Outliers and Loss Functions

Contents

A few words about outliers

In statistics, outliers are as thorny topic as it gets. Is it legitimate to treat the observations seen during global financial crisis as outliers? or are those simply a feature of the system, and as such are integral part of a very fat tail distribution?

I recently read a paper where the author chose to remove forecasts which produced enormous errors:

(some) models produce erratic forecasts on some occasions, and these have an undue impact on the reported mean squared prediction errors.. To mitigate the impacts of such forecasts, (..) if a forecast is more than five standard deviations away from the mean, it is replaced by the mean.

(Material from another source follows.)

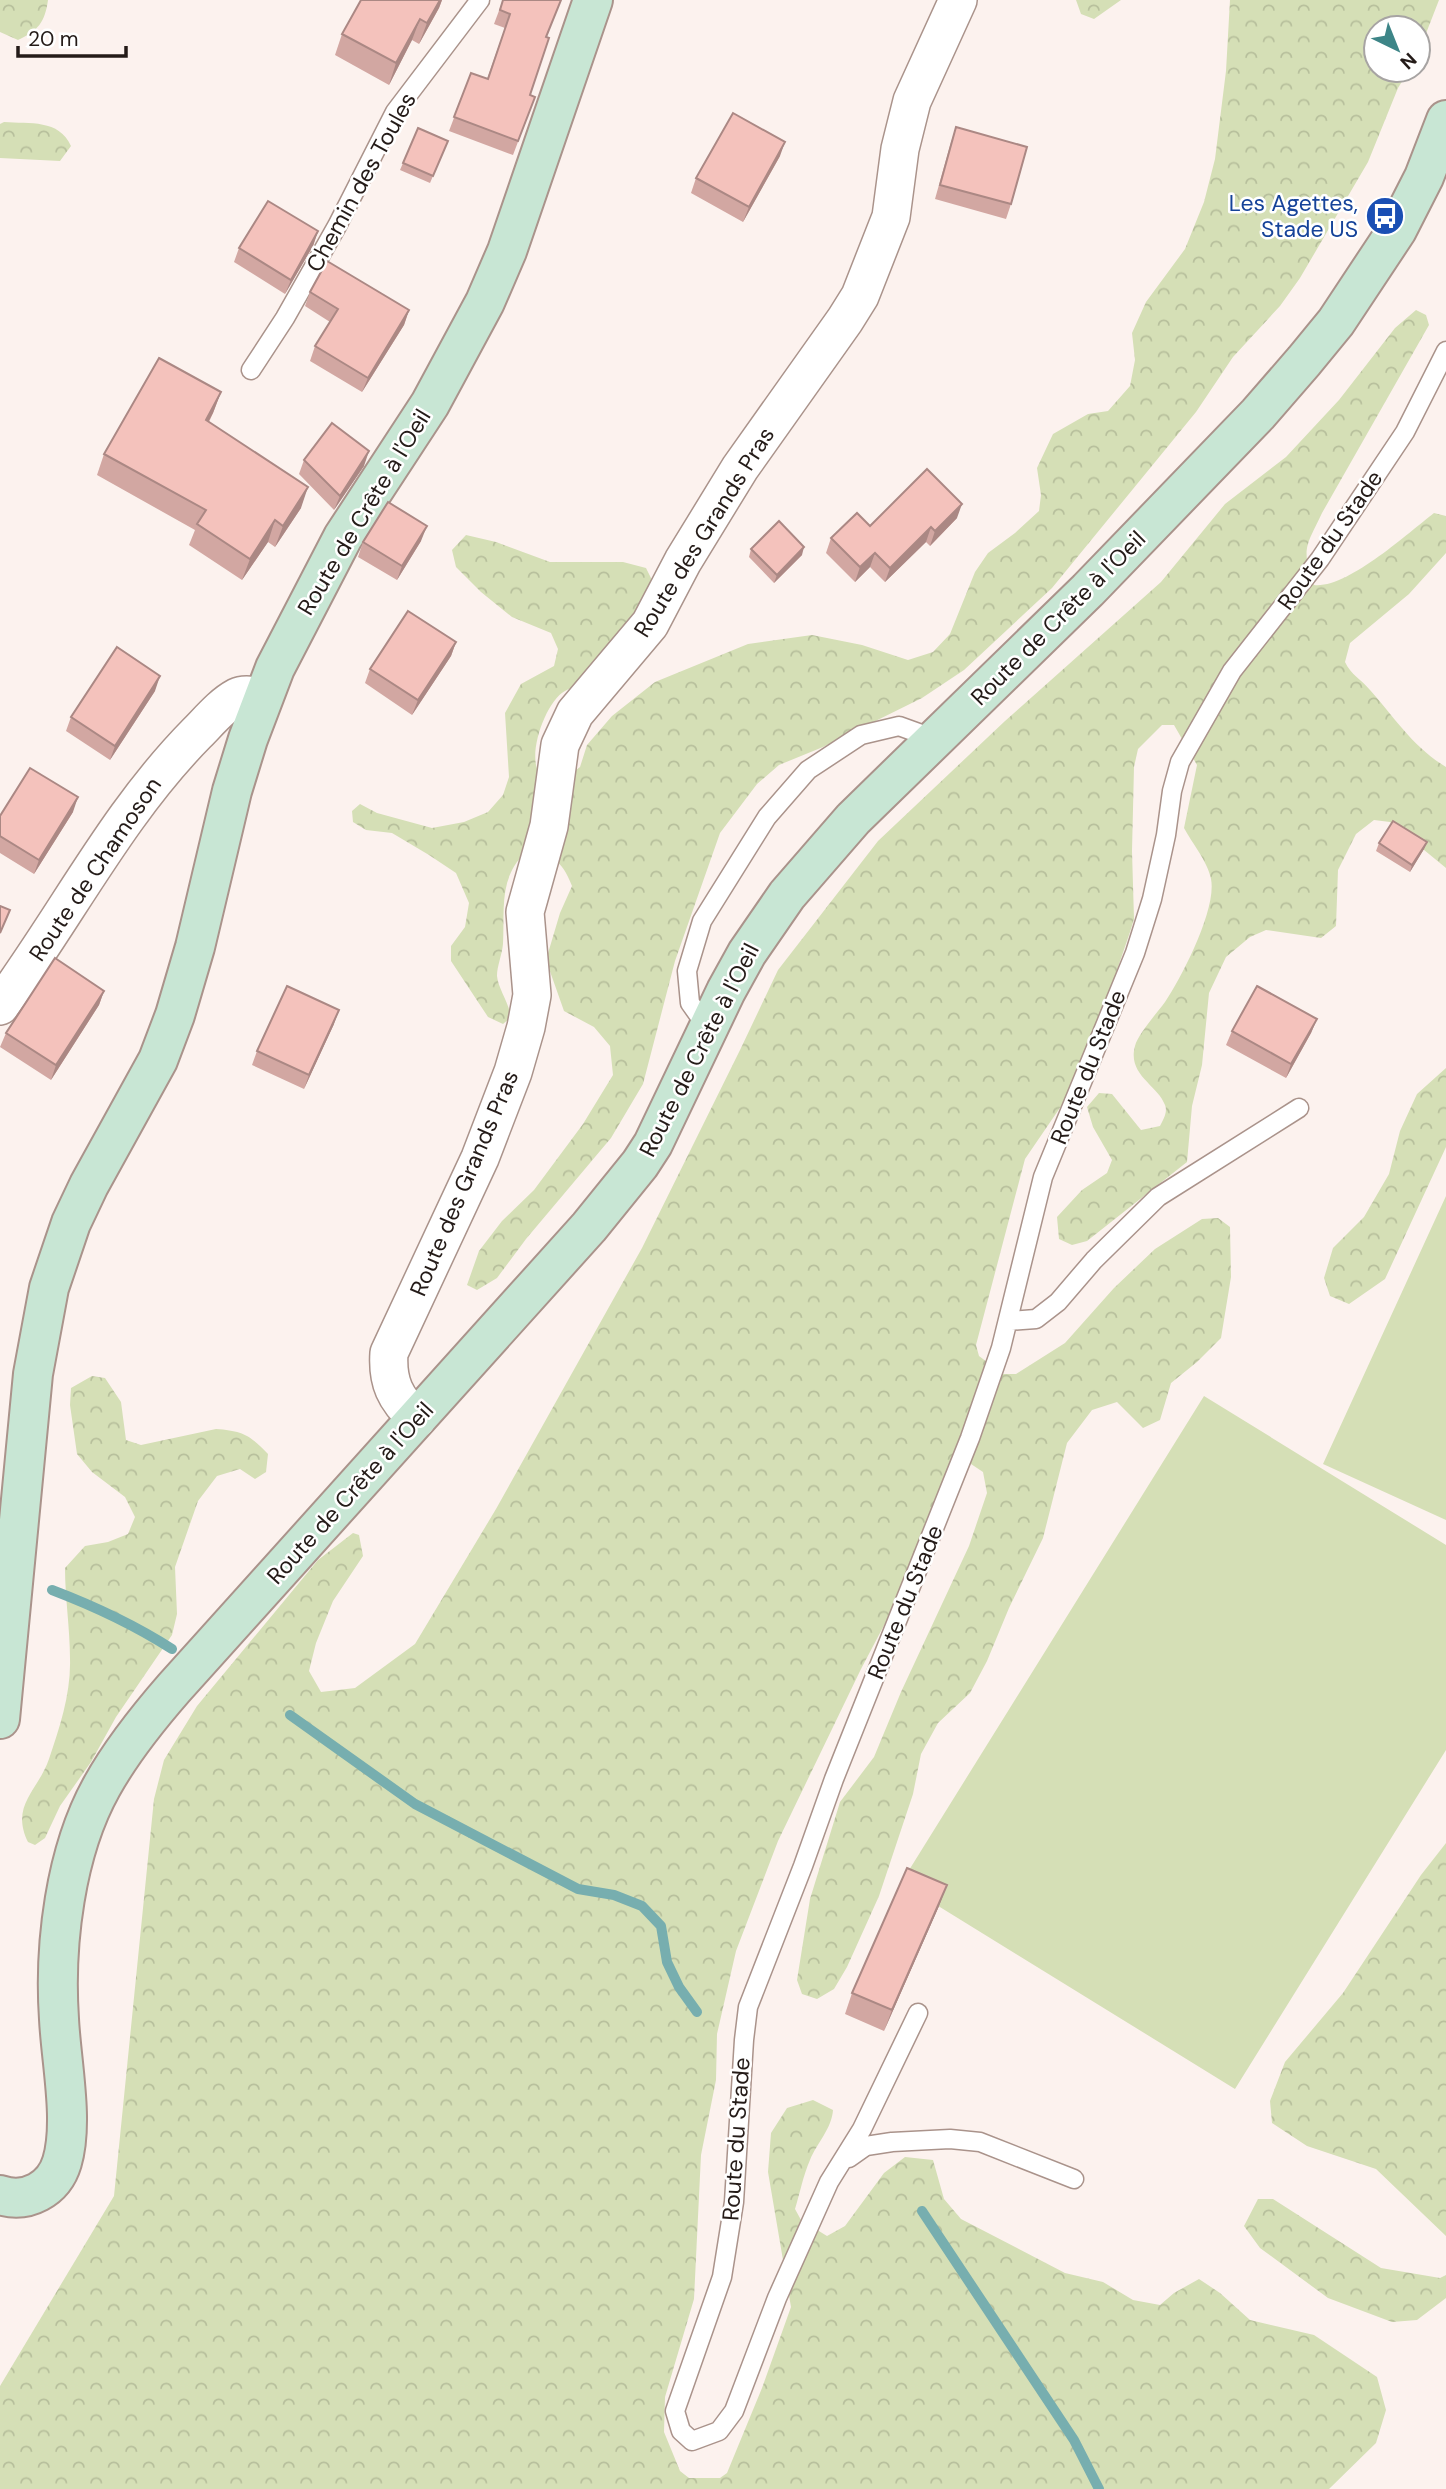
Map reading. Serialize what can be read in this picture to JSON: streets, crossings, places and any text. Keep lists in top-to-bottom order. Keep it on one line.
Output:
{"streets":{"street":["Route de Crête à l'Oeil","Route des Grands Pras","Route de Chamoson"],"lane":["Chemin des Toules","Route du Stade"]},"crossings":[["Route de Crête à l'Oeil","Route des Grands Pras"],["Route de Crête à l'Oeil","Route de Chamoson"]],"places":{"bus stop":["Les Agettes, Stade US"]},"scale_bar":"20 m","north":"bottom right"}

At first glance this looks like: “Oh, that’s rich, so when you don’t like the backtest results, you shave-off the worst outcomes not to taint the accuracy”. However, come to think about it, it is not as unacceptable as it looks.

What is going on when we remove outliers? We can cast this question in terms of loss functions.

Loss functions quick review

Square loss

By far the most common loss function is the mean squared error. If there is no difference between the actual observation and your forecast there is no loss (loss=0). The loss increase exponentially as you miss your target to the left or to the right, symmetrically. So the price you pay for missing the target by two units is 4, if you miss by 4 units the price is then 16.

We like this function because it is mathematically convenient to work with, and because of the intuitive notion that large errors should be penalized much more heavily.

Absolute loss

Another increasingly popular loss function is the absolute loss function. This time larger errors are associated with larger penalties, but not much larger; they increase only linearly, as oppose to exponentially as before.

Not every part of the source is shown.